Courts have found bifurcation proper "when resolution of a single claim or issue could be dispositive of the entire case." Clark v. I.R.S., 772 F. Supp. 2d 1265, 1269 (D. Haw. 2009) (citing Drennan v. Maryland Cas. Co., 366 F. Supp. 2d 1002, 1007 (D. Nev. 2005)). Conversely, courts have found bifurcation improper "where the issues are so intertwined that separating them would 'tend to create confusion and uncertainty.'" Id. (citing Miller v. Fairchild Indus., Inc., 885 F.2d 498, 511 (9th Cir. 1989)). The Ninth Circuit has clearly articulated that Rule 42(b) "gives courts the authority to separate trials into liability and damage phases." Estate of Diaz v. City of Anaheim, 840 F.3d 592, 601 (9th Cir. 2016), cert. denied, 137 S. Ct. 2098 (2017) (citing De Anda v. City of Long Beach, 7 F.3d 1418, 1421 (9th Cir. 1993)). "The party seeking bifurcation bears the burden of establishing that bifurcation will promote judicial economy or avoid inconvenience or prejudice to the parties." Reed, 2017 WL 6940519, at *2 (internal quotations omitted).

III. ANALYSIS

Defendant seeks to bifurcate discovery into separate phases for liability and damages on the bases that its defenses will eliminate or reduce the scope of discovery, liability discovery is distinct and separate from damages discovery, it will face a substantial burden if damages discovery proceeds, and Plaintiff will not be prejudiced by bifurcation. (See generally ECF No. 137-1.) In opposition, Plaintiff asserts bifurcation is disfavored (as it requires a showing of particularized and specific harm), there are no exceptional circumstances to warrant bifurcation, Defendant fails to show a clear possibility of prevailing on its defenses, and bifurcation would prejudice Plaintiff. (See ECF No. 144.) The Court will consider the parties' arguments in its evaluation of the factors of "convenience [to] the parties and the court," "avoid[ing] prejudice," and "minimiz[ing] expense and delay." Moreno, 2013 WL 12123988, at *2. /// ///

A. Convenience

i. Possible Reduction or Elimination of Damages Discovery

Defendant argues its defenses are likely to reduce or eliminate the need for damages discovery and cites a litany of case law for its proposition that "complex liability issues" in the instant case "should be resolved before the parties are forced to engage in burdensome and costly damages discovery that may be drastically curtailed or rendered unnecessary." (ECF No. 137-1 at 9-10.) Defendant maintains Plaintiff cannot prove infringement and evaluates the merits of its own affirmative defenses. (Id. at 10-19.)

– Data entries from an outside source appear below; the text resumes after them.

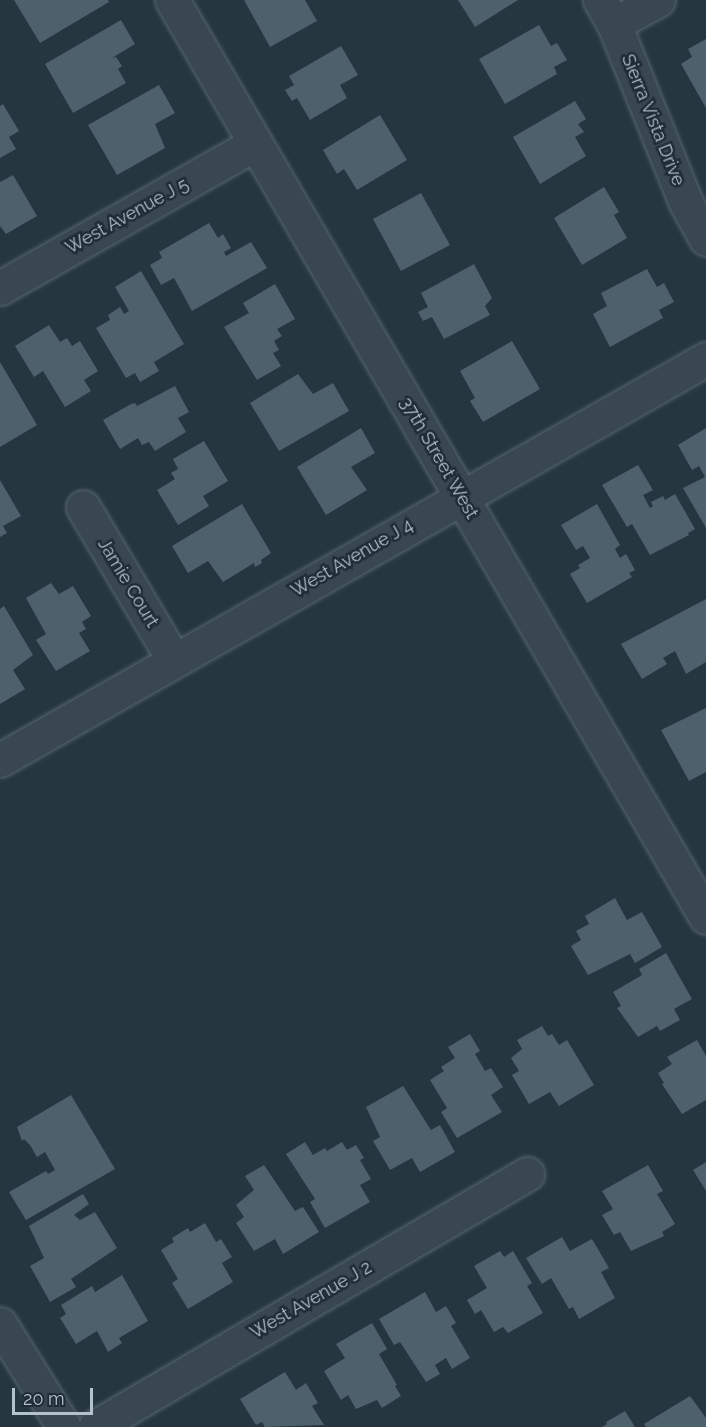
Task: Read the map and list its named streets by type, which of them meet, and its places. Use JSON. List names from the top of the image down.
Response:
{
  "streets": {
    "street": [
      "Sierra Vista Drive",
      "West Avenue J 5",
      "37th Street West",
      "West Avenue J 4",
      "Jamie Court",
      "West Avenue J 2"
    ]
  },
  "crossings": [
    ["West Avenue J 5", "37th Street West"],
    ["37th Street West", "West Avenue J 4"],
    ["West Avenue J 4", "Jamie Court"]
  ],
  "scale_bar": "20 m"
}
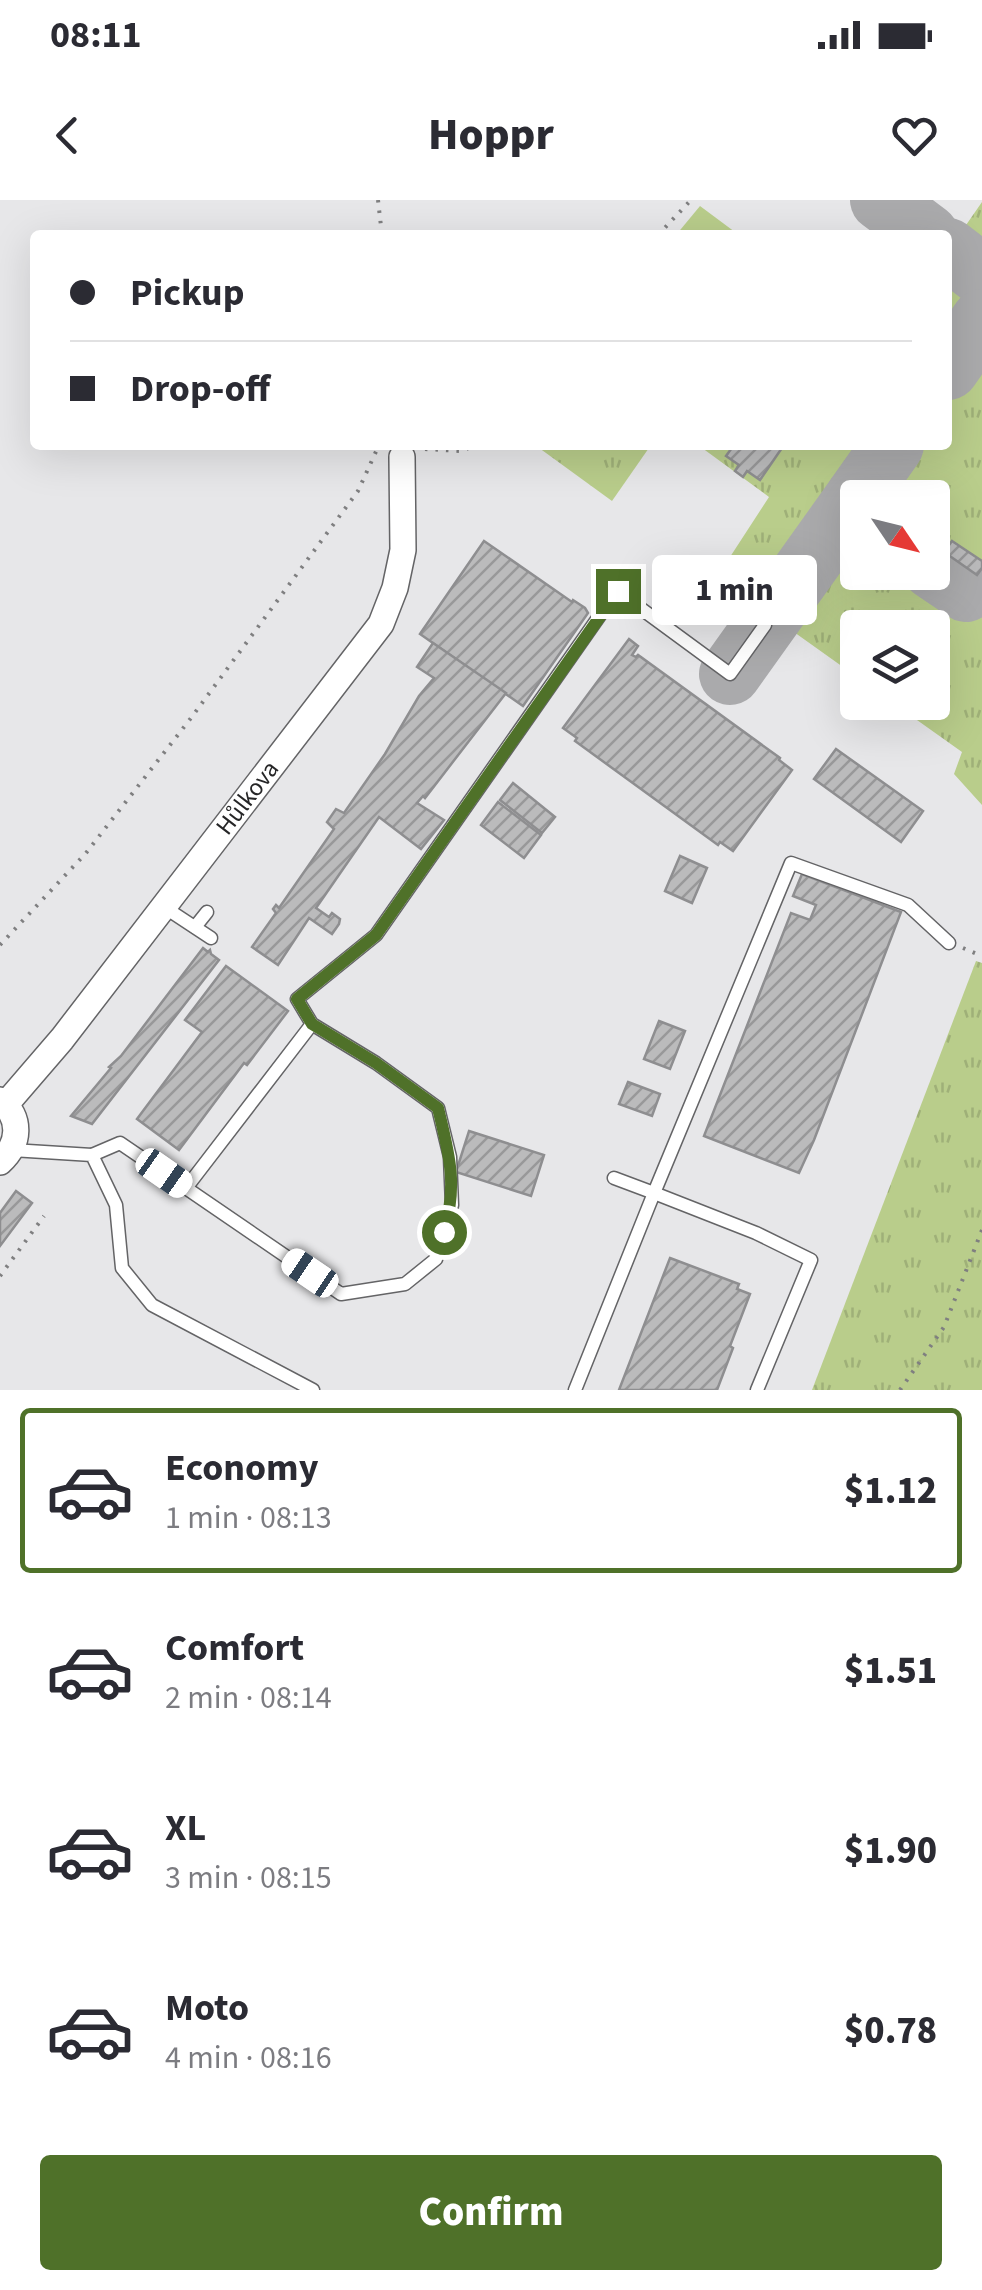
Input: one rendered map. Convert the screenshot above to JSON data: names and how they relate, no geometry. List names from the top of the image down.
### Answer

In response, Plaintiff contends there are no exceptional circumstances to warrant bifurcation, as "[c]ourts routinely reject the argument that a future dispositive motion is sufficient grounds to bifurcate damages discovery." (ECF No. 144 at 8.) Plaintiff asserts each case cited by Defendant "can be distinguished on their facts because they involve exceptional circumstances which are not at issue in this case." (Id. at 9.) Plaintiff proceeds to note Defendant "fails to show a clear possibility of prevailing on its defenses" and also evaluates the merits of Defendant's defenses. (Id. at 12-23.)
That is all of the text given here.